* What to produce
All lines of the entries with "buttons" in them must be listed.

Stored items
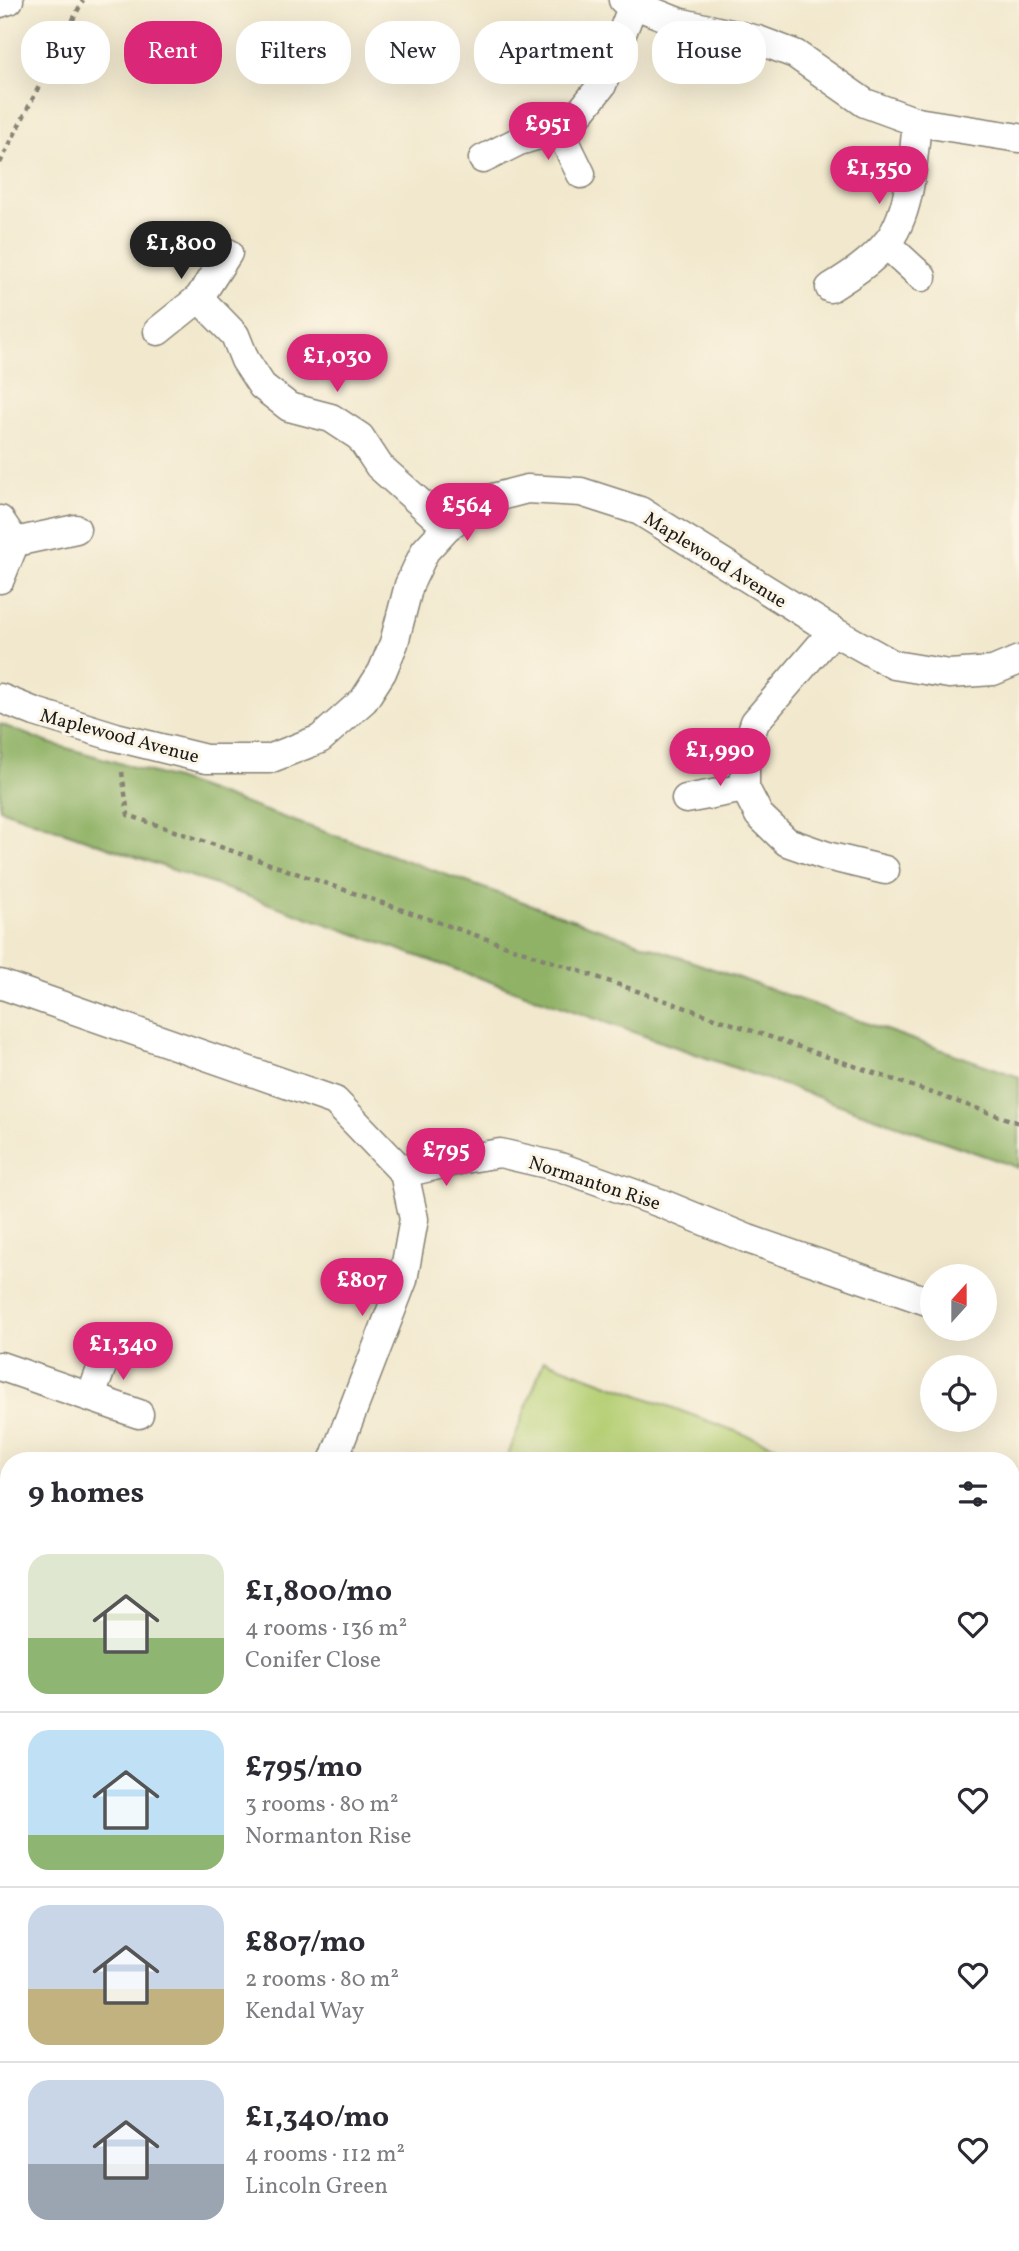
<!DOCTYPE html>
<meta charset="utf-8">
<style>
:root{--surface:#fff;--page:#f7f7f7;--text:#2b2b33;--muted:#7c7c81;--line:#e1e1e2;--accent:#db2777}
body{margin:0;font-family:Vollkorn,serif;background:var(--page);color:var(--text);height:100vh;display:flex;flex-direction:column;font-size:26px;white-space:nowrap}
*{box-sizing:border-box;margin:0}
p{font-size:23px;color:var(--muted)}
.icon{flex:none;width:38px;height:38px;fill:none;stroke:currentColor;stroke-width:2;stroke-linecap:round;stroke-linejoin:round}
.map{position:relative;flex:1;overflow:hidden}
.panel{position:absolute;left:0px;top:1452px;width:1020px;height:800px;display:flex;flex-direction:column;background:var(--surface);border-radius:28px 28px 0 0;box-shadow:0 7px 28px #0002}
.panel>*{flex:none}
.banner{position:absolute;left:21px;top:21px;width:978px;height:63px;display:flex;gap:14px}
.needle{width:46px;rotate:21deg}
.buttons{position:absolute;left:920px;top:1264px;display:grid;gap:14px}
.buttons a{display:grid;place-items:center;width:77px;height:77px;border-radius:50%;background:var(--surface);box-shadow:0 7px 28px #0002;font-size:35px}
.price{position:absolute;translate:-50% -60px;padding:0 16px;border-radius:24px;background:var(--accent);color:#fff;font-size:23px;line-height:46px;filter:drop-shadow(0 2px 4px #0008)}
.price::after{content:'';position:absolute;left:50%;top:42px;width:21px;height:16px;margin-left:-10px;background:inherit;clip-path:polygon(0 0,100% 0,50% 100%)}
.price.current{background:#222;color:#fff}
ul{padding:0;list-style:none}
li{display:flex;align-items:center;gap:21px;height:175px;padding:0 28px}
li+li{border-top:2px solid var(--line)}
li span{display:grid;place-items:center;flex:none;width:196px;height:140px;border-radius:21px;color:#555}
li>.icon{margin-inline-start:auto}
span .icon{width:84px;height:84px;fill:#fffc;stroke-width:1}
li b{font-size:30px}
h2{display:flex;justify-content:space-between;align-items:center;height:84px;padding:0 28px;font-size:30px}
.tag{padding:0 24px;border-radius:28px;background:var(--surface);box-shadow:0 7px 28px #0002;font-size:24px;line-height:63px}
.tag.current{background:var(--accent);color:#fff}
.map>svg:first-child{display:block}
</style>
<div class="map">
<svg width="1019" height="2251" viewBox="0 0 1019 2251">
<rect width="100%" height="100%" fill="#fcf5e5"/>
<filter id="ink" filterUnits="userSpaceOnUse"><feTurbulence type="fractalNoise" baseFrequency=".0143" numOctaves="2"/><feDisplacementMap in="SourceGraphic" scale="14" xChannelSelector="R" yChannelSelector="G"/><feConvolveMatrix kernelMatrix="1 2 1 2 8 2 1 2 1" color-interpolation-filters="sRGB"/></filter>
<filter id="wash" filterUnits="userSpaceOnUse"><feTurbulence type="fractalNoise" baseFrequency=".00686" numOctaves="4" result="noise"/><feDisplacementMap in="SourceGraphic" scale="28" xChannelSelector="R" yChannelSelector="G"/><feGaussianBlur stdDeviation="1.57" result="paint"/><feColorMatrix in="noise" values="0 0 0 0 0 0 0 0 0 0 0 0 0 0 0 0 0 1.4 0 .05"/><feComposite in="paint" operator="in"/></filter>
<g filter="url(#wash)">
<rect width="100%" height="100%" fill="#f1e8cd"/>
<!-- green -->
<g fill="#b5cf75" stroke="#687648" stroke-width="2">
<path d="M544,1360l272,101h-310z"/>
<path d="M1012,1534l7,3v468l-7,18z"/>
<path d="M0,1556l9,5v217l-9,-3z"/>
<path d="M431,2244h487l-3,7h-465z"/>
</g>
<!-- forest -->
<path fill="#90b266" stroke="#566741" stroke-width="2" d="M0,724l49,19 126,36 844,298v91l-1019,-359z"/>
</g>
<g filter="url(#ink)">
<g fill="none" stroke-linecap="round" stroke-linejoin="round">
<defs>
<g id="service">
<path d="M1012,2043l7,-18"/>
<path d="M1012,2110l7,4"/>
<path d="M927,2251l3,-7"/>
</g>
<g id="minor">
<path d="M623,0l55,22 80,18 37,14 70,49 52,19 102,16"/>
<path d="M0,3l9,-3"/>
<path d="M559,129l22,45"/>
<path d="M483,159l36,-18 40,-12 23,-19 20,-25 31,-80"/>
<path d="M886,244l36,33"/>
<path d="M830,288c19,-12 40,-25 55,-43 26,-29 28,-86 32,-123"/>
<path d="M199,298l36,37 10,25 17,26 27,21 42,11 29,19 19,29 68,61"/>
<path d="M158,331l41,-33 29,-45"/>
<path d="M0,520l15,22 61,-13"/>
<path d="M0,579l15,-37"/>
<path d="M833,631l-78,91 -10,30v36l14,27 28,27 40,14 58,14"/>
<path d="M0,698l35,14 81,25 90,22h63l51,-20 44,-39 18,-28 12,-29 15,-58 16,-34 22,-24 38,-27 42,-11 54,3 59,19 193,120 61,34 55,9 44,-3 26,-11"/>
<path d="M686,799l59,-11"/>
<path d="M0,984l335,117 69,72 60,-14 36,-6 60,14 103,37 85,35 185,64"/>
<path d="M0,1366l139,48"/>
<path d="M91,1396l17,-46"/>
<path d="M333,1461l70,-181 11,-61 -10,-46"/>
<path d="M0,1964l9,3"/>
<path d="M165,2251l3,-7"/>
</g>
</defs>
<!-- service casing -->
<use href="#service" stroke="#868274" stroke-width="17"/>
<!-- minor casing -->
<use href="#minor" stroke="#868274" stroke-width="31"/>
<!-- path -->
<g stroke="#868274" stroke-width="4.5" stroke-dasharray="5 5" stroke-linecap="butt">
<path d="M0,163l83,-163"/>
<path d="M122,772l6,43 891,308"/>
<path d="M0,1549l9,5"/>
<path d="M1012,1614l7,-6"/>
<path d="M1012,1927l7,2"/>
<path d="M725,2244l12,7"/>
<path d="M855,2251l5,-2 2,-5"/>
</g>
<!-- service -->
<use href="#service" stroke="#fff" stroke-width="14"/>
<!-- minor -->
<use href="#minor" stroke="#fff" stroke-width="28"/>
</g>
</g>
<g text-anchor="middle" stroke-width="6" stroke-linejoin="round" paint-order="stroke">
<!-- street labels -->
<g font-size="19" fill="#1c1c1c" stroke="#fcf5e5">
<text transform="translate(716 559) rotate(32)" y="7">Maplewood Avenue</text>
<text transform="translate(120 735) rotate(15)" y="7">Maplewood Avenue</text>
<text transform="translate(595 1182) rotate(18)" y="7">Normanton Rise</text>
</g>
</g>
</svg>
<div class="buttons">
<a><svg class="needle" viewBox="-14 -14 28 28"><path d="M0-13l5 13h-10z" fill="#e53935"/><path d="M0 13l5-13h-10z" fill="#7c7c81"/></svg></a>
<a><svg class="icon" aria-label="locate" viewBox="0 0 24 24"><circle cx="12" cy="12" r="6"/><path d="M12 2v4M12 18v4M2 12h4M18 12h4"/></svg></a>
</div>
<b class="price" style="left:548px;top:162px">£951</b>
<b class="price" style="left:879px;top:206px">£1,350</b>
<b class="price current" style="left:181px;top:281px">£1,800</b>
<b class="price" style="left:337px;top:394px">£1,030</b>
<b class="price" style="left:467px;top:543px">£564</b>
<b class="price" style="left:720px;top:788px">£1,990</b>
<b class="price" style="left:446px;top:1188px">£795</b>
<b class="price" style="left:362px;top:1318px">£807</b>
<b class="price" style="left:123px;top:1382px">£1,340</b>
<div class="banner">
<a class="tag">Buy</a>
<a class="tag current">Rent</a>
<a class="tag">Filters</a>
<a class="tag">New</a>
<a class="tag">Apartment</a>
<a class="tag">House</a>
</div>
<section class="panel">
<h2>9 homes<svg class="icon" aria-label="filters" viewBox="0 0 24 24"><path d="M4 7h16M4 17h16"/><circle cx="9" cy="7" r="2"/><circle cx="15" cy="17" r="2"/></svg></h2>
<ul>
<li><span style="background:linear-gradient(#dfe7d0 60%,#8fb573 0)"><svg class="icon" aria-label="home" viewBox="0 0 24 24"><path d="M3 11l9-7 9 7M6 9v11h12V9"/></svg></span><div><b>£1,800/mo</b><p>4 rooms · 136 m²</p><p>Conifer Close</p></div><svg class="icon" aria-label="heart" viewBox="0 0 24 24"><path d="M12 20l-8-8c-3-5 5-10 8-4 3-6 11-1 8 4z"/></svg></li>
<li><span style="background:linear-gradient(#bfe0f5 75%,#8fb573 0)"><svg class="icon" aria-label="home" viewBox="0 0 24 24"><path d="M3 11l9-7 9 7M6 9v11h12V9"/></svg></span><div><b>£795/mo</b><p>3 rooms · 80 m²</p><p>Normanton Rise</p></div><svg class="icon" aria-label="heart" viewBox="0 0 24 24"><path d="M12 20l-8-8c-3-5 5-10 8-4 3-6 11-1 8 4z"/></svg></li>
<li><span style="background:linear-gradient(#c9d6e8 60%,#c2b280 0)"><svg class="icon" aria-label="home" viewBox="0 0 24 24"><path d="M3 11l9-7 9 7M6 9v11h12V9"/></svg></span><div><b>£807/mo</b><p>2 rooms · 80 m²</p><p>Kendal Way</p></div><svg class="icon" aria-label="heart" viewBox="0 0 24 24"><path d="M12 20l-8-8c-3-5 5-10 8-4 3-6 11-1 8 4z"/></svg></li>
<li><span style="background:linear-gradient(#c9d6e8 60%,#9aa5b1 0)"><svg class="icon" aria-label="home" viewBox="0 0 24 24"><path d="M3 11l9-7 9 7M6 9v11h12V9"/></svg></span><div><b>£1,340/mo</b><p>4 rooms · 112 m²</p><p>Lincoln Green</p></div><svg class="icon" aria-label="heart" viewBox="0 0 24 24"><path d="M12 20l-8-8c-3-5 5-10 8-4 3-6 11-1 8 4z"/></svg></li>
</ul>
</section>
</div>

* Answer area
.buttons{position:absolute;left:920px;top:1264px;display:grid;gap:14px}
.buttons a{display:grid;place-items:center;width:77px;height:77px;border-radius:50%;background:var(--surface);box-shadow:0 7px 28px #0002;font-size:35px}
<div class="buttons">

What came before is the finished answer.